▸ About this exercise
An exact copy of every entry is needed, with the images left out.

[Collected data entries]
= Beginning of Section =

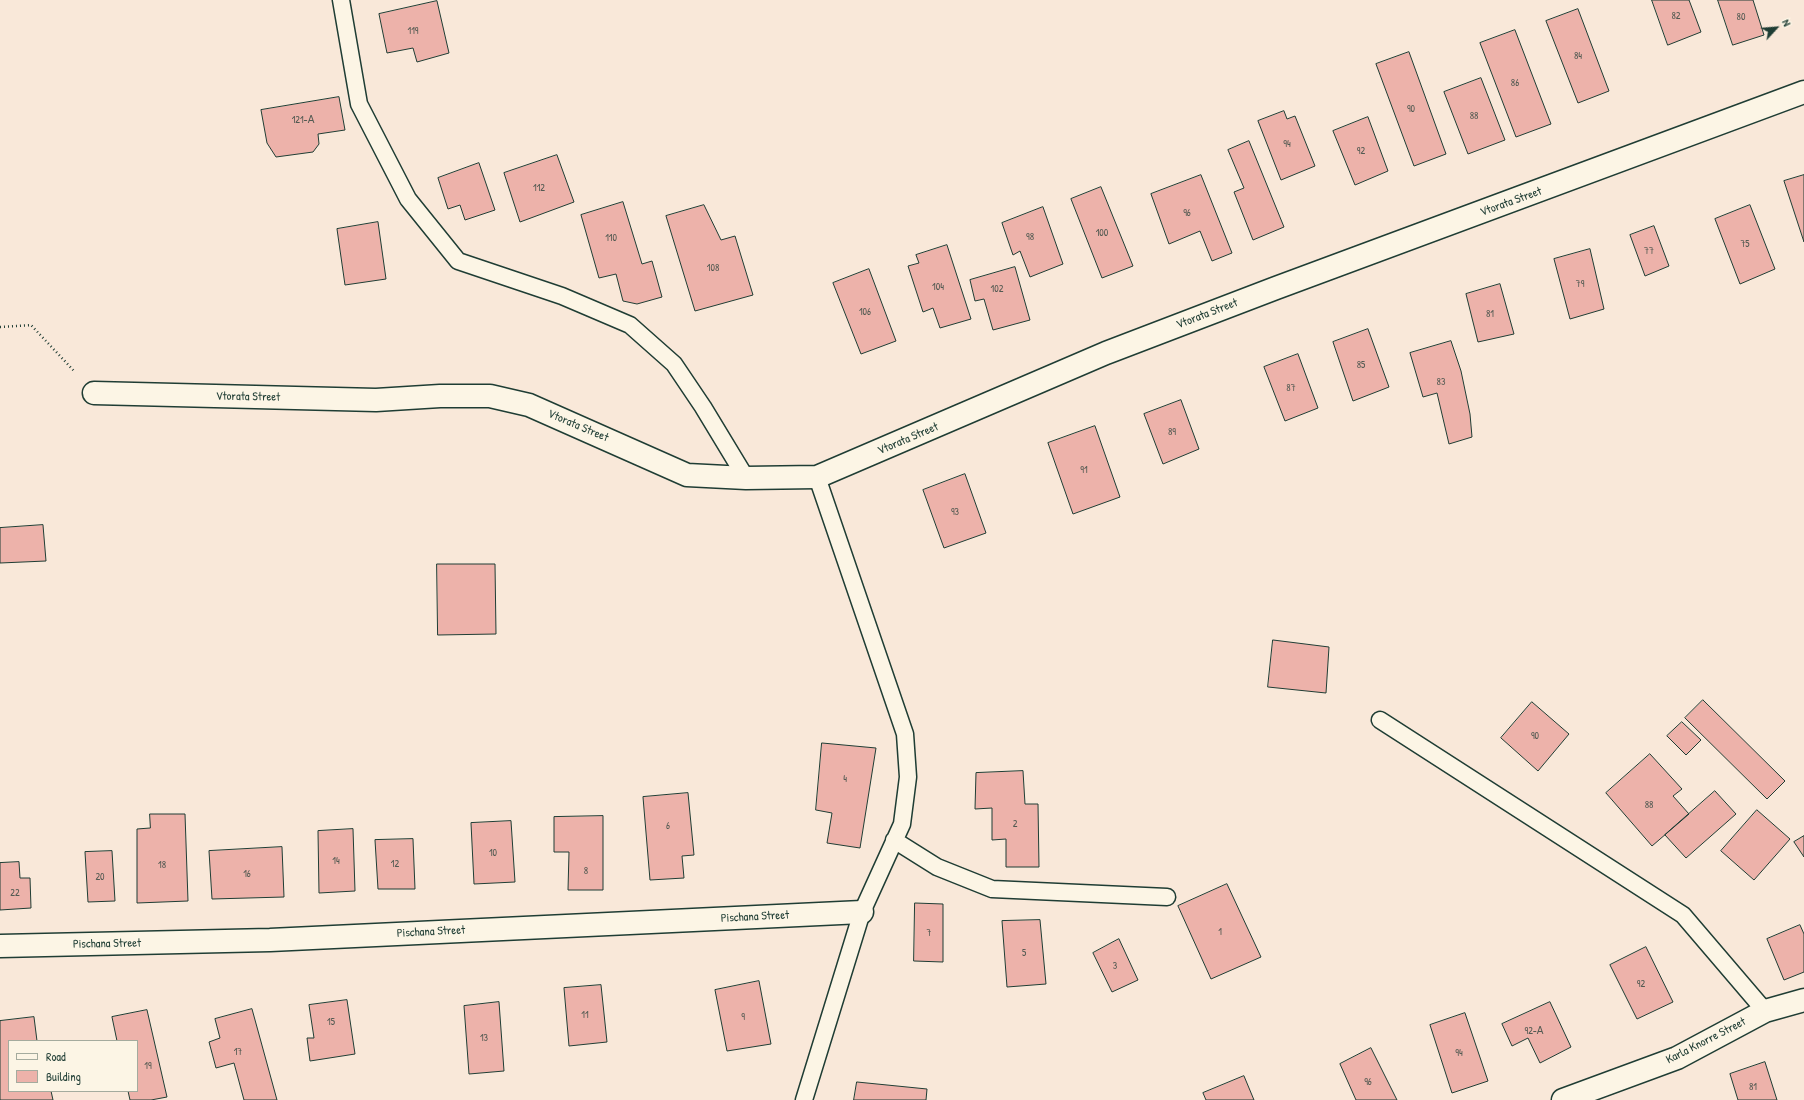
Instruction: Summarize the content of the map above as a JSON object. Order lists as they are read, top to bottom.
{
  "streets": {
    "street": ["Vtorata Street", "Pischana Street", "Karla Knorre Street"]
  },
  "house_numbers": [
    "82",
    "80",
    "119",
    "84",
    "86",
    "90",
    "88",
    "121-А",
    "94",
    "92",
    "112",
    "96",
    "100",
    "98",
    "110",
    "75",
    "77",
    "108",
    "79",
    "104",
    "102",
    "106",
    "81",
    "85",
    "83",
    "87",
    "89",
    "91",
    "93",
    "90",
    "4",
    "88",
    "2",
    "6",
    "10",
    "14",
    "12",
    "18",
    "8",
    "16",
    "20",
    "22",
    "1",
    "7",
    "5",
    "3",
    "92",
    "11",
    "9",
    "15",
    "92-А",
    "13",
    "17",
    "94",
    "19",
    "96",
    "81"
  ],
  "legend": ["Road", "Building"],
  "north": "top right"
}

= End of Section =

▸ Worked solution
Instruction: Summarize the content of the map above as a JSON object. Order lists as they are read, top to bottom.
{
  "streets": {
    "street": ["Vtorata Street", "Pischana Street", "Karla Knorre Street"]
  },
  "house_numbers": [
    "82",
    "80",
    "119",
    "84",
    "86",
    "90",
    "88",
    "121-А",
    "94",
    "92",
    "112",
    "96",
    "100",
    "98",
    "110",
    "75",
    "77",
    "108",
    "79",
    "104",
    "102",
    "106",
    "81",
    "85",
    "83",
    "87",
    "89",
    "91",
    "93",
    "90",
    "4",
    "88",
    "2",
    "6",
    "10",
    "14",
    "12",
    "18",
    "8",
    "16",
    "20",
    "22",
    "1",
    "7",
    "5",
    "3",
    "92",
    "11",
    "9",
    "15",
    "92-А",
    "13",
    "17",
    "94",
    "19",
    "96",
    "81"
  ],
  "legend": ["Road", "Building"],
  "north": "top right"
}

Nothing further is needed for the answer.